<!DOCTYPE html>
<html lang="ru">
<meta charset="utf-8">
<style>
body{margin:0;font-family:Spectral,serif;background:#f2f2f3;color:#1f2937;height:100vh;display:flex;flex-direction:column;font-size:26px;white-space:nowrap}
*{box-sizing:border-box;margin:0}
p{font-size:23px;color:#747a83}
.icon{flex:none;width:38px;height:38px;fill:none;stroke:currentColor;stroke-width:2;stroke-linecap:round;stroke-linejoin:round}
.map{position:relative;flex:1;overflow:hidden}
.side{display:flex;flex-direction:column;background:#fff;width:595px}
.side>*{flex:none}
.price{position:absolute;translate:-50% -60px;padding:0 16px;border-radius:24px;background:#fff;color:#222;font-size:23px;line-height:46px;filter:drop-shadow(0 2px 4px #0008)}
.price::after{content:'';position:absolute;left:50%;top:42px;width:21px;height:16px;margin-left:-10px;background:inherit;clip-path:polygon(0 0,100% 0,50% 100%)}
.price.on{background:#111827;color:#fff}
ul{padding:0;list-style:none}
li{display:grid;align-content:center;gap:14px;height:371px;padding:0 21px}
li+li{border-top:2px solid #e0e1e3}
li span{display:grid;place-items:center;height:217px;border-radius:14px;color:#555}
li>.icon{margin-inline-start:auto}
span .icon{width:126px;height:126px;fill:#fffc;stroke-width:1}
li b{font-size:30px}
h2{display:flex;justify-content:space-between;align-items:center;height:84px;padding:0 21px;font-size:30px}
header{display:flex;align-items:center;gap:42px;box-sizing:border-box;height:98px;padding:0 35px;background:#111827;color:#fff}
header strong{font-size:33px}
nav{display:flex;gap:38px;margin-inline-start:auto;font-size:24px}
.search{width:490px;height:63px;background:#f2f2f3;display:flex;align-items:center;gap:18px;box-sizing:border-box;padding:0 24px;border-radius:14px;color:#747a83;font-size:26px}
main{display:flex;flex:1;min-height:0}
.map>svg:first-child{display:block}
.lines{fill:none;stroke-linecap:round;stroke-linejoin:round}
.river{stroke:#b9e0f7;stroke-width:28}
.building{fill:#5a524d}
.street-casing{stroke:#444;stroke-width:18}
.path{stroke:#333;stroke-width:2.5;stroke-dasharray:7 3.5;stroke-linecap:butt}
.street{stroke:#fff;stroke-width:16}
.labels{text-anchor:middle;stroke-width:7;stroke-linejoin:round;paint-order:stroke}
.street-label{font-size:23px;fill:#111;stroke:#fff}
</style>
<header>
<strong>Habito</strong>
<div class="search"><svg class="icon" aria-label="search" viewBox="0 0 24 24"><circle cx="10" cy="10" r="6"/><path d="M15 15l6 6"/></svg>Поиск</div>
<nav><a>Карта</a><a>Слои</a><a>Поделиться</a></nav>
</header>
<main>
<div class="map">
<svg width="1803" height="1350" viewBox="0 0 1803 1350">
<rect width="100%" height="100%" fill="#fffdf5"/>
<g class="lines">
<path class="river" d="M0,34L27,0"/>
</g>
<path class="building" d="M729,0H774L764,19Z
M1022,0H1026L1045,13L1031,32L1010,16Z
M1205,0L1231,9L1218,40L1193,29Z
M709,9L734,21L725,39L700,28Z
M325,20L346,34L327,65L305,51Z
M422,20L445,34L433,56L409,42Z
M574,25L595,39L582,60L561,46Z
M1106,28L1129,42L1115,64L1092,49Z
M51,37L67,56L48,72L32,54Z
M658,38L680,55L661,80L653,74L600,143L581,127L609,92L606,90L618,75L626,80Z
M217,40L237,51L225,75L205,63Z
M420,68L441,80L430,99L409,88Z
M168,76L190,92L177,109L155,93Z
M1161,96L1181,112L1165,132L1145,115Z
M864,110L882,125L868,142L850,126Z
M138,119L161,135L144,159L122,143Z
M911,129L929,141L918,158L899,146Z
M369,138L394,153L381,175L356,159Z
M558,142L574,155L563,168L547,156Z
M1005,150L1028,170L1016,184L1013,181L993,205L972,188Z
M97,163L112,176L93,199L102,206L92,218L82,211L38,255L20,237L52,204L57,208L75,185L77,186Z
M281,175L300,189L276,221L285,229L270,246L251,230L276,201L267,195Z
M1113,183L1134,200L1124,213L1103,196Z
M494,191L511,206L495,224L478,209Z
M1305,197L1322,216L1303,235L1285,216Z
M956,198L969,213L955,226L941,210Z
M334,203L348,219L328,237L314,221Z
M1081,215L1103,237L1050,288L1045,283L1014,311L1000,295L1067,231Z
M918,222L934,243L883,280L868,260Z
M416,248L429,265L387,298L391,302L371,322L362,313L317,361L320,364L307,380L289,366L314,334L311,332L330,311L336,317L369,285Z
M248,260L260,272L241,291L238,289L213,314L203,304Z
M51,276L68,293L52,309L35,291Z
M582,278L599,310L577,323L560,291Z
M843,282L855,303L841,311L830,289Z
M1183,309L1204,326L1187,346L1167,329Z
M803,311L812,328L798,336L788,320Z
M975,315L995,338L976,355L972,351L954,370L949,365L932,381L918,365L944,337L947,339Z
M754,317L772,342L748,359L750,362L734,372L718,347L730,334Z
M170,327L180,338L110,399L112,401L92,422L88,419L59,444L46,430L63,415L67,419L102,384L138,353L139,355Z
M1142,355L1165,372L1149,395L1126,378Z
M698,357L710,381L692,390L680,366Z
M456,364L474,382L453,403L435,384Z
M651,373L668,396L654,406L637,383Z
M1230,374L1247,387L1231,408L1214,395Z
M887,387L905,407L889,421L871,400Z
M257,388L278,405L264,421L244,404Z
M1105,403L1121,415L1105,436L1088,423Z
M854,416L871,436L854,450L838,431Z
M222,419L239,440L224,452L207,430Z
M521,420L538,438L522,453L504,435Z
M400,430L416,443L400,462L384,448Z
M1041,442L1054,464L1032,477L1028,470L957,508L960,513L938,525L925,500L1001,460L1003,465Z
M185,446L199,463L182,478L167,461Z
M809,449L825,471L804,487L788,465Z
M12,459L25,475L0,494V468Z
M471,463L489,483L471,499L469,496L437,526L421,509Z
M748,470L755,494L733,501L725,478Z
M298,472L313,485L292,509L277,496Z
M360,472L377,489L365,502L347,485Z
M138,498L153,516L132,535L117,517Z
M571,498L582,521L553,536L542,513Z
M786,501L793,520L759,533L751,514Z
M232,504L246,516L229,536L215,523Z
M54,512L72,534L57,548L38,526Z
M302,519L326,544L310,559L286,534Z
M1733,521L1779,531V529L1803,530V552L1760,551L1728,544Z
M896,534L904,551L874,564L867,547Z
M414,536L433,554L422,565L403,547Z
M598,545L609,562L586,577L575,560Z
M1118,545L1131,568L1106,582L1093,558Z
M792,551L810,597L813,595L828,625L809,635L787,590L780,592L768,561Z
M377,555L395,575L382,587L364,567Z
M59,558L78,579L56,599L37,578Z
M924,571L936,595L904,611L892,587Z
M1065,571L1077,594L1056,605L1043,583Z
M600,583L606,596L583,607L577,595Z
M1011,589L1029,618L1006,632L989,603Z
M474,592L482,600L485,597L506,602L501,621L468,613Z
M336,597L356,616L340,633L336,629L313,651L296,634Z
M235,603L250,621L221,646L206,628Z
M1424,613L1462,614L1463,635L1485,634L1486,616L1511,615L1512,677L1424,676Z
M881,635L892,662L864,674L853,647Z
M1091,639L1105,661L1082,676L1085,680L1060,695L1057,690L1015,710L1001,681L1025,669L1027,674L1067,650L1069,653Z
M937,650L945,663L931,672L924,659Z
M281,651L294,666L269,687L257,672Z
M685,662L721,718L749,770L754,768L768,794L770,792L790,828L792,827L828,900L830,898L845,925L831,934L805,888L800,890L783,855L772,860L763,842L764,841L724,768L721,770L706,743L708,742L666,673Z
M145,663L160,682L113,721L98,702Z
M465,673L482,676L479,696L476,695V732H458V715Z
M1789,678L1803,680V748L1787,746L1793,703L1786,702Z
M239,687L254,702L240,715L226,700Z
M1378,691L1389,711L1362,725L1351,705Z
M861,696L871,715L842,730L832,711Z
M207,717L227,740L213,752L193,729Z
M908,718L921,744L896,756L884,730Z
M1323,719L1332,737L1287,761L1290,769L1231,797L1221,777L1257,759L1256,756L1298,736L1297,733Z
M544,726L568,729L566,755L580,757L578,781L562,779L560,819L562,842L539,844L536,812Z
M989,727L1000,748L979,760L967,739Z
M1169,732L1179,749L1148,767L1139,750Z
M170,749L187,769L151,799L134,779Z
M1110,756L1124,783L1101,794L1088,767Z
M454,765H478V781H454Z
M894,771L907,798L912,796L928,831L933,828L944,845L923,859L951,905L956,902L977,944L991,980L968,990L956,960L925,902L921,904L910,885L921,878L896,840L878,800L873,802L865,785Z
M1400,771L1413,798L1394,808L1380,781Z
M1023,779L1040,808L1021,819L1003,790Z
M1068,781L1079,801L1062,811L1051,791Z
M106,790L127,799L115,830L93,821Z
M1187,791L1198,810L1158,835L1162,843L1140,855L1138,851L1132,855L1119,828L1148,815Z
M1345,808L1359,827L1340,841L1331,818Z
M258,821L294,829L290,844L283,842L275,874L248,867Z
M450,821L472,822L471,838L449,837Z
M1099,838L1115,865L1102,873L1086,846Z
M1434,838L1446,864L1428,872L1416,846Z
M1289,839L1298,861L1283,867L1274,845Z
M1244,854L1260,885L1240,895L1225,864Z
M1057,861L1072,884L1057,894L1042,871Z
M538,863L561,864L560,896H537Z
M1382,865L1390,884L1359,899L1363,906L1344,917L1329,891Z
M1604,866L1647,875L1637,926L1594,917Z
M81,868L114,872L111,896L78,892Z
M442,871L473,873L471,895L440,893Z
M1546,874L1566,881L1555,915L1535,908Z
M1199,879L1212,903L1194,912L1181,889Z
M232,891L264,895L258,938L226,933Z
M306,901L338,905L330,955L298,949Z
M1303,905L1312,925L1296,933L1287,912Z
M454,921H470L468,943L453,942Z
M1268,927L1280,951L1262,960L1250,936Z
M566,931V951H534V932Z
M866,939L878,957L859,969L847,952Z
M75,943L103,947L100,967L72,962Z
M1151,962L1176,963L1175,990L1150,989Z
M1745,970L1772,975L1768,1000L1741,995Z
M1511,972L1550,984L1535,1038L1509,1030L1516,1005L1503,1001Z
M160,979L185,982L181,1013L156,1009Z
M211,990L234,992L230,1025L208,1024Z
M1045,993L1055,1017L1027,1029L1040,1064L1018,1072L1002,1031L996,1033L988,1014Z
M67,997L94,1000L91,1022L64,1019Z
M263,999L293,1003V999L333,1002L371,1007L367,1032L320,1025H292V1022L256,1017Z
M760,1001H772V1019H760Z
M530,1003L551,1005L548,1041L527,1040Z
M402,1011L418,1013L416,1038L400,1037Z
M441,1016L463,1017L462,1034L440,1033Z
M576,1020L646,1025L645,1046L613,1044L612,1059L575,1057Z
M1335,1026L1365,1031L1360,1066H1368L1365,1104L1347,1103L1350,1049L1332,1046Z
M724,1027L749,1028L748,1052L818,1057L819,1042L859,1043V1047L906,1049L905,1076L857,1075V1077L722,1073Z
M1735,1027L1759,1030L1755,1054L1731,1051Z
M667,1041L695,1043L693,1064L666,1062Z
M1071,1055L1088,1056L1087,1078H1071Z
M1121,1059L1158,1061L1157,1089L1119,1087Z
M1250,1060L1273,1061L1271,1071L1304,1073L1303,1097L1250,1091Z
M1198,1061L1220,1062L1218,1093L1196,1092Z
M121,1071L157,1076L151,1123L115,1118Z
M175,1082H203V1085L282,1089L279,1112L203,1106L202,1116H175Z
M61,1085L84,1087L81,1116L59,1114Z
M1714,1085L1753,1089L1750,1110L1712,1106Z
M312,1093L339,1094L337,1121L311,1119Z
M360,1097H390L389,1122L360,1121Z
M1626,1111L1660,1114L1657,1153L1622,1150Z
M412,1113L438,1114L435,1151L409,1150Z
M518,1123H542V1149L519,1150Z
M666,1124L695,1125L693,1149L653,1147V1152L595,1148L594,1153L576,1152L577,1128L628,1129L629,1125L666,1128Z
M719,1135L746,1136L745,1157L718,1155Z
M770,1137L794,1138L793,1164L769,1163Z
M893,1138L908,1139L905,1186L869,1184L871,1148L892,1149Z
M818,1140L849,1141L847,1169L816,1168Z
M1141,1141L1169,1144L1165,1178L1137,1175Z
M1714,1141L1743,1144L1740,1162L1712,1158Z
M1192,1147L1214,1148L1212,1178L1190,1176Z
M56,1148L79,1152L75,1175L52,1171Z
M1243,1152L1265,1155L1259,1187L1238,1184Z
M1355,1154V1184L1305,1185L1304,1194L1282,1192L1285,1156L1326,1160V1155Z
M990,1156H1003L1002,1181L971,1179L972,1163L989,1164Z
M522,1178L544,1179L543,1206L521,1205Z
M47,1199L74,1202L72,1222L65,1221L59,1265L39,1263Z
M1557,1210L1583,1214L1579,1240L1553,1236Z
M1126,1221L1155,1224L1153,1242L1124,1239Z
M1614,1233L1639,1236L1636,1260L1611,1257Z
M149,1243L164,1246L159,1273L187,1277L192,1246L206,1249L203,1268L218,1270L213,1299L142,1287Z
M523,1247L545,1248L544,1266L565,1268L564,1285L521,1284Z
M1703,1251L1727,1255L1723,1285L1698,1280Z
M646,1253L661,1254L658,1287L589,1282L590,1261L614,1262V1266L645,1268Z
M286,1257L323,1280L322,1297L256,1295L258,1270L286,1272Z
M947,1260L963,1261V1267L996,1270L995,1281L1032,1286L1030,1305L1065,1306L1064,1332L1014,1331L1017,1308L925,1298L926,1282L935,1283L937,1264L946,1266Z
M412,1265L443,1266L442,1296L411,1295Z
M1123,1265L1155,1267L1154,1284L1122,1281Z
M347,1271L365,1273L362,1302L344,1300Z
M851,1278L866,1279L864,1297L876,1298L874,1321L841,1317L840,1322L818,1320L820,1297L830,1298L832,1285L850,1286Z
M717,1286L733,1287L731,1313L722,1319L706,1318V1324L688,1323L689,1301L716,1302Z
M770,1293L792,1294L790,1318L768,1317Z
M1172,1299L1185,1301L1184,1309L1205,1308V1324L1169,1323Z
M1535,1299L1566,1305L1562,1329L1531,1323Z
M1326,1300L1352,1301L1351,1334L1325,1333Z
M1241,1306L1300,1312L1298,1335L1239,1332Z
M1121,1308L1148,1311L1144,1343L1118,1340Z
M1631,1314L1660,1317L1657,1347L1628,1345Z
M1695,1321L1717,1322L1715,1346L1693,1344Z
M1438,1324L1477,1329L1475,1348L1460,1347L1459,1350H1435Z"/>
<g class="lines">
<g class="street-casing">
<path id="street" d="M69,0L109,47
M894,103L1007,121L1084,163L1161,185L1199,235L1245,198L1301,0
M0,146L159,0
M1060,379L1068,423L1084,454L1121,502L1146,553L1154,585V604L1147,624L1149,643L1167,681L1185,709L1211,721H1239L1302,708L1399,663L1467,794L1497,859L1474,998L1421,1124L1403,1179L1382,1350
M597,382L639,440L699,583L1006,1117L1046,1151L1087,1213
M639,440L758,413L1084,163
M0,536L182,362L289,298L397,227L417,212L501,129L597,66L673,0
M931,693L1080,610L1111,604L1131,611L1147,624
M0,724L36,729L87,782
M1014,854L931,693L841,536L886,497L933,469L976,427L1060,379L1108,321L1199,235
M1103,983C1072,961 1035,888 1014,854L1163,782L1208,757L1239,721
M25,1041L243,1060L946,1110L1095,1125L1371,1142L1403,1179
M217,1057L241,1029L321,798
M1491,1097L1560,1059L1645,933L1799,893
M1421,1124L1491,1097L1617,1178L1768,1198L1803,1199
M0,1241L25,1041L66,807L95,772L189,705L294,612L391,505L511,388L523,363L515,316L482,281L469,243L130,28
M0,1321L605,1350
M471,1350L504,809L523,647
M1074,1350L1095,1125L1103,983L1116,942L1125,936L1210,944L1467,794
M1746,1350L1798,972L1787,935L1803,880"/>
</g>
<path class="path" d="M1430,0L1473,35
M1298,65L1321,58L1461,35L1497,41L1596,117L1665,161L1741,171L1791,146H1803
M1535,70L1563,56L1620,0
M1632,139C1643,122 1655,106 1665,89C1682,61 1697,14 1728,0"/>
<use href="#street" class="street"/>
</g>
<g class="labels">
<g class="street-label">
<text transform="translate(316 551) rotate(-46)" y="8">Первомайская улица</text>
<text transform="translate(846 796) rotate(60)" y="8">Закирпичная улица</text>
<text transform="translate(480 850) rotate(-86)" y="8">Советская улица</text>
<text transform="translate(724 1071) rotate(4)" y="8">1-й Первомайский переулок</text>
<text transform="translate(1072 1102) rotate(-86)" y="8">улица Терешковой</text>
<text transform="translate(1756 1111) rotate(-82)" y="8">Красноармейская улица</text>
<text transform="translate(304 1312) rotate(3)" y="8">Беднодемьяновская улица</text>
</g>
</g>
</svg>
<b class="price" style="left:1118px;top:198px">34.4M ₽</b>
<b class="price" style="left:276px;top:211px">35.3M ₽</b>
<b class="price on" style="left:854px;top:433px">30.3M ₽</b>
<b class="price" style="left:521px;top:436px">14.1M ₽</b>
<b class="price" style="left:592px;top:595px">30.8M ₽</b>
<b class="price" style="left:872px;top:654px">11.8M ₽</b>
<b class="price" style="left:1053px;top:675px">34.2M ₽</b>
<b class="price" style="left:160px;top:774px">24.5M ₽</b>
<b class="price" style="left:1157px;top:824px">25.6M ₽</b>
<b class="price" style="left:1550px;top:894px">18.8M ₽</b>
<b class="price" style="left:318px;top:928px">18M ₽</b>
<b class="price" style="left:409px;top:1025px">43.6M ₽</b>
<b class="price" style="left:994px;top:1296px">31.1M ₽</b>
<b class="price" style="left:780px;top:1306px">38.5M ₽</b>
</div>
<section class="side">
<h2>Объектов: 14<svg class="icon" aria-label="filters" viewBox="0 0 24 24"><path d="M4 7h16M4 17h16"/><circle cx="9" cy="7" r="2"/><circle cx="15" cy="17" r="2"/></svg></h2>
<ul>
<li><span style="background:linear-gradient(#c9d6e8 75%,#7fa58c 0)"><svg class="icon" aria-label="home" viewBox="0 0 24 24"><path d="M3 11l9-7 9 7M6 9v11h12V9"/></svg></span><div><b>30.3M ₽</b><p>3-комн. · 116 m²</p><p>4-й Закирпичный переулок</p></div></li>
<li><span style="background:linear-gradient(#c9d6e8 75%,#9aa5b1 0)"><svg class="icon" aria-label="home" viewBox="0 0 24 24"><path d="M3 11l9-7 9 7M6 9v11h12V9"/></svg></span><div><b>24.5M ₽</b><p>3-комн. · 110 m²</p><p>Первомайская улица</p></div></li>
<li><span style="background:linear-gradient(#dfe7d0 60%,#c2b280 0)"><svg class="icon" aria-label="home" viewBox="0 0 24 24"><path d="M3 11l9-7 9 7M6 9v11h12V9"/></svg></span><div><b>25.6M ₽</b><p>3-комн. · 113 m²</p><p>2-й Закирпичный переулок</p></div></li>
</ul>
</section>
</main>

| Exercise objective |
Out of the material above, gather each line where "grid" appears.

| Response to the exercise |
li{display:grid;align-content:center;gap:14px;height:371px;padding:0 21px}
li span{display:grid;place-items:center;height:217px;border-radius:14px;color:#555}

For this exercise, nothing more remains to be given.